6th International Conference on Natural Language
and Speech Processing
December 16-17, 2023
Alex Waibel
Alexander Waibel is Professor of Computer Science at Carnegie Mellon University (USA) and at Karlsruhe Institute of Technology (Germany). He is director of the International Center for Advanced Communication Technologies. Waibel is known for work in AI, Machine Learning, Multimodal Interfaces and Speech Translation Systems. He introduced consecutive and simultaneous speech translation in 1991 and 2005. Waibel proposed early Neural Network learning methods, including the TDNN, the first shift-invariant (“convolutional”) Neural Net (1987) and many multimodal interaction systems. Waibel founded/co-founded more than 10 startups, including Jibbigo, first speech translator on a phone (acquired by Facebook 2013), and Kites, simultaneous translation services (acquired by Zoom 2021). Waibel is a member of the National Academy of Sciences of Germany, Fellow of the IEEE and of ISCA, and Research Fellow at Zoom.
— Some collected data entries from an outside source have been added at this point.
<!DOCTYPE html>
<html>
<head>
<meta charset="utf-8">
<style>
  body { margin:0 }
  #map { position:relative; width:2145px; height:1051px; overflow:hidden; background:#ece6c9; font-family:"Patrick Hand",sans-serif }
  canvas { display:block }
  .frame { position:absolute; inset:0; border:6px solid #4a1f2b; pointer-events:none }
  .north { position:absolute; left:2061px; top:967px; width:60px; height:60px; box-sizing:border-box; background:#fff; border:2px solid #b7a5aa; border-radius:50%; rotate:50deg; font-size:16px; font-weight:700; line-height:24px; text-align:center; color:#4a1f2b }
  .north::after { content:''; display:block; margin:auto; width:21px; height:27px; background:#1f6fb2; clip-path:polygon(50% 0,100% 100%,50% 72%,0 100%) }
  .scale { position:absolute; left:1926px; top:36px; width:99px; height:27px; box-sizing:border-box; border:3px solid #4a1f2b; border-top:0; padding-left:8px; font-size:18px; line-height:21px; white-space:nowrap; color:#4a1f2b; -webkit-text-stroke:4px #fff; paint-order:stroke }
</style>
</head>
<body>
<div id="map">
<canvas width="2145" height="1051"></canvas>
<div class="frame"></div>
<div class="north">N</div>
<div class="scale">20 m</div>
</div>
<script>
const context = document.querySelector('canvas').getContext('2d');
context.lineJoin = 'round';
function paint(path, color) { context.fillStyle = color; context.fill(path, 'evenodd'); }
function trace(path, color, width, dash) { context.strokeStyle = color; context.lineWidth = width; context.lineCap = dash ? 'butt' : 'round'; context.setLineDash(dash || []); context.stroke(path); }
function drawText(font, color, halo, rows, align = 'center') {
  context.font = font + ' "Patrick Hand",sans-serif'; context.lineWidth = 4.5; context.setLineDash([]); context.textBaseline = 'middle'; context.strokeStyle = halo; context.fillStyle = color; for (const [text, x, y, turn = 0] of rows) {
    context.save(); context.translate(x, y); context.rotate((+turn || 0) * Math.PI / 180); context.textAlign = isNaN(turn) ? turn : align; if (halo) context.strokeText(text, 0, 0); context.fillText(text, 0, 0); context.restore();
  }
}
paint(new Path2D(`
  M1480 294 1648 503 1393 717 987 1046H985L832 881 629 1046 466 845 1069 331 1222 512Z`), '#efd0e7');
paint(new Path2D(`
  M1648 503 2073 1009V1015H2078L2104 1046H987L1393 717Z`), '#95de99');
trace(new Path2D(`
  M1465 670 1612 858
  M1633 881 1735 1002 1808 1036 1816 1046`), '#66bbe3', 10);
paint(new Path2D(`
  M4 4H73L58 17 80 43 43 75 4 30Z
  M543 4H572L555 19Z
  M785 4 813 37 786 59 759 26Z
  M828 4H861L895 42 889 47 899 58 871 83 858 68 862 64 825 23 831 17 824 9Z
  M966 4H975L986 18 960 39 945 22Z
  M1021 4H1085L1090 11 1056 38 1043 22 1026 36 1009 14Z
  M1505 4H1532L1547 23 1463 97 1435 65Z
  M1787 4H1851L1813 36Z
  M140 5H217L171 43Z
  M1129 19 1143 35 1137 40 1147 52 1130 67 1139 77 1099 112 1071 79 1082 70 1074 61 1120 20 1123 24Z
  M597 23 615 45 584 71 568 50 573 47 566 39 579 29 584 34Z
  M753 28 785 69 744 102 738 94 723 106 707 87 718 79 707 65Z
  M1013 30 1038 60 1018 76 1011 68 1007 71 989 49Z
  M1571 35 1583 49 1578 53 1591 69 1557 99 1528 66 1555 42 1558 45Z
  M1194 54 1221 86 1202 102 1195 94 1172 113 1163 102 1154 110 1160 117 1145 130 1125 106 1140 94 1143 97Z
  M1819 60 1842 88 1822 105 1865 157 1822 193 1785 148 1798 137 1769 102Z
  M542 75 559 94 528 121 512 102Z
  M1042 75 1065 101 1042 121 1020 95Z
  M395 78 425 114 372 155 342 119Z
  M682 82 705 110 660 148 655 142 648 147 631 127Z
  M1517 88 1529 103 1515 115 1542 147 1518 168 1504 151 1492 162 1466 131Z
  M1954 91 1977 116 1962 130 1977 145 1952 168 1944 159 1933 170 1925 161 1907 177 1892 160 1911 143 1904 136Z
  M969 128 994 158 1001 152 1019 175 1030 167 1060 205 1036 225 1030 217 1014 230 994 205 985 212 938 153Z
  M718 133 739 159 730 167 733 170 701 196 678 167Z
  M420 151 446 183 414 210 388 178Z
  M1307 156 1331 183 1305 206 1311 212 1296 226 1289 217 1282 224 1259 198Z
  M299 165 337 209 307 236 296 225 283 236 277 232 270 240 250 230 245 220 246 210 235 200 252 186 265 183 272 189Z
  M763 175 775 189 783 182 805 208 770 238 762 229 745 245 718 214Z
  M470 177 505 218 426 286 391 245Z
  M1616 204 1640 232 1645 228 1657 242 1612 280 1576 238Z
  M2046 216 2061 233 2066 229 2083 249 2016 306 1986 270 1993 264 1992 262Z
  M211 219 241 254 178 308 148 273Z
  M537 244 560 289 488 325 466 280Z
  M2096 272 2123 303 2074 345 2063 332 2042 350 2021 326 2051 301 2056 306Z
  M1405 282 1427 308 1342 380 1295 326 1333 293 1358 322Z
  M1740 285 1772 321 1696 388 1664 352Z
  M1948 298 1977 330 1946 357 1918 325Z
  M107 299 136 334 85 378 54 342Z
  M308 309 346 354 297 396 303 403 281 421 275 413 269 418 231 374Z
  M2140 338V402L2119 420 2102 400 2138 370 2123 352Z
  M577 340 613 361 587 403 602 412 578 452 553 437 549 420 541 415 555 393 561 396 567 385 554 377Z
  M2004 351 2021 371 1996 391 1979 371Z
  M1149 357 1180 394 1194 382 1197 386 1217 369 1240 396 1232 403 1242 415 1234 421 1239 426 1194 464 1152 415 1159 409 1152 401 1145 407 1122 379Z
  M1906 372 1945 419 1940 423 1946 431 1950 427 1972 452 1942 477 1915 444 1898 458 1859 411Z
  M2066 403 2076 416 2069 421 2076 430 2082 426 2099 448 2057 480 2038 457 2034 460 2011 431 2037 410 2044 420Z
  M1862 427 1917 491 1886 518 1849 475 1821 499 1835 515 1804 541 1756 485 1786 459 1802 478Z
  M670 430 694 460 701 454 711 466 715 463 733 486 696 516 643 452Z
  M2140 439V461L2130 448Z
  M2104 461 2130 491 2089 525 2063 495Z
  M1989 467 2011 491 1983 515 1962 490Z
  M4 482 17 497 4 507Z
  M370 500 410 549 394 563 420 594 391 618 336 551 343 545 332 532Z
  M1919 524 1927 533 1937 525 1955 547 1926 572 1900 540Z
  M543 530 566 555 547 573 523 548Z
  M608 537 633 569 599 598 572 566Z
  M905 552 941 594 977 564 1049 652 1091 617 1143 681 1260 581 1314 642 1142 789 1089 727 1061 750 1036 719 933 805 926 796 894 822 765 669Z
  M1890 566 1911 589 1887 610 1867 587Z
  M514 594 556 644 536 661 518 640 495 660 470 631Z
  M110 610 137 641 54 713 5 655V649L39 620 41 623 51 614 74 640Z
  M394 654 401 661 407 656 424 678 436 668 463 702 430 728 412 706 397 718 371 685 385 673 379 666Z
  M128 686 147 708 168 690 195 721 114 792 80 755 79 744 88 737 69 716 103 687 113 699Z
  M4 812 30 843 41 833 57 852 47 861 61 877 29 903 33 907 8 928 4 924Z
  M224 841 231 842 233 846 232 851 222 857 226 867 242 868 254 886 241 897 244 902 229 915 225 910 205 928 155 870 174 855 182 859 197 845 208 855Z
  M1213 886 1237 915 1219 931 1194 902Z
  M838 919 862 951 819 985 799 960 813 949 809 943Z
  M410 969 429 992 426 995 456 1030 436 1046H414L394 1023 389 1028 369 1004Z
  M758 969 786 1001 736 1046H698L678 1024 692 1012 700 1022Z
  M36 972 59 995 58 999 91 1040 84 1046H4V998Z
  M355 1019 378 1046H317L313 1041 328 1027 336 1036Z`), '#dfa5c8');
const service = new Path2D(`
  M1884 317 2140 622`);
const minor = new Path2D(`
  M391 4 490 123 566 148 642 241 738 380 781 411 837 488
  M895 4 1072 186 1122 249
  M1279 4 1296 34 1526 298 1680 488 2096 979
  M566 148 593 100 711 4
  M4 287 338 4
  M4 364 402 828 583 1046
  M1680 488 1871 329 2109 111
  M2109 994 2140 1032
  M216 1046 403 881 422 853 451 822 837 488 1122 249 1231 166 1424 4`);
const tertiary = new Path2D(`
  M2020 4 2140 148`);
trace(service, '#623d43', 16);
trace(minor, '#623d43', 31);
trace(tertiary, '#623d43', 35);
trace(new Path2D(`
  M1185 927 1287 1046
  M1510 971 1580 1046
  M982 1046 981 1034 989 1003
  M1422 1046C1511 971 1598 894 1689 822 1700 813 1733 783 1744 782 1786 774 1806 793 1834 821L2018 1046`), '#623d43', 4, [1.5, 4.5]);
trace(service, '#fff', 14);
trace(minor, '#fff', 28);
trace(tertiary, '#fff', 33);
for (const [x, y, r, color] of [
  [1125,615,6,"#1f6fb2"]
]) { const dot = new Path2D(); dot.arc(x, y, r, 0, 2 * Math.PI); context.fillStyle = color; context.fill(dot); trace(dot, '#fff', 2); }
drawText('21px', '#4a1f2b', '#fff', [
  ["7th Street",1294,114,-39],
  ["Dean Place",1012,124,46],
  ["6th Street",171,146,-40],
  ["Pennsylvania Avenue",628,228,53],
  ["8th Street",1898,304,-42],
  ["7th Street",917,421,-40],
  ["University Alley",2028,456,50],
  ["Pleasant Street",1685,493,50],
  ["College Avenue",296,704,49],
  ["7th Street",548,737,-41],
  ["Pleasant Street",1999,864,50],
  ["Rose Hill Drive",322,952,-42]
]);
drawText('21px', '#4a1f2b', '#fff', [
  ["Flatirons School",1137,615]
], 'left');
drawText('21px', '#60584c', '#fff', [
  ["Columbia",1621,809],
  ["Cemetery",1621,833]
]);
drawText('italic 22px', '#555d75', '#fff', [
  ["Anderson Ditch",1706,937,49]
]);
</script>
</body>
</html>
He holds BS/MS/PhD degrees from MIT and CMU
Keynote title: Transcending Communication Barriers: From Machine Translation to Language Transparence
Abstract
As we marvel at impressive advances in Artificial Intelligence in recent years, we may wonder whether the problem of language translation and language barriers has been solved. Aside from remaining technical issues, it is important to note that translation is only one (even though important) step toward making people on the planet understand each other: Our thoughts are expressed in many ways: speech, text, video, handwriting, road signs, facial expressions, voice, lip movement, emotion, gesture, mannerisms and more… For frictionless communication, the way technology is deployed in different settings is just is as important a consideration as the performance of the technology itself and they come with profound consequences on the technical design and requirements. To make language barriers fade into the background, we need language transparence, not only translation: multimodal, immersive, cross lingual, culturally aware, proactive communication and dubbing tools that interpret the communicative intent and transcend barriers between us. In this talk, I will review major milestones on our journey and discuss our latest advances and activities toward this goal.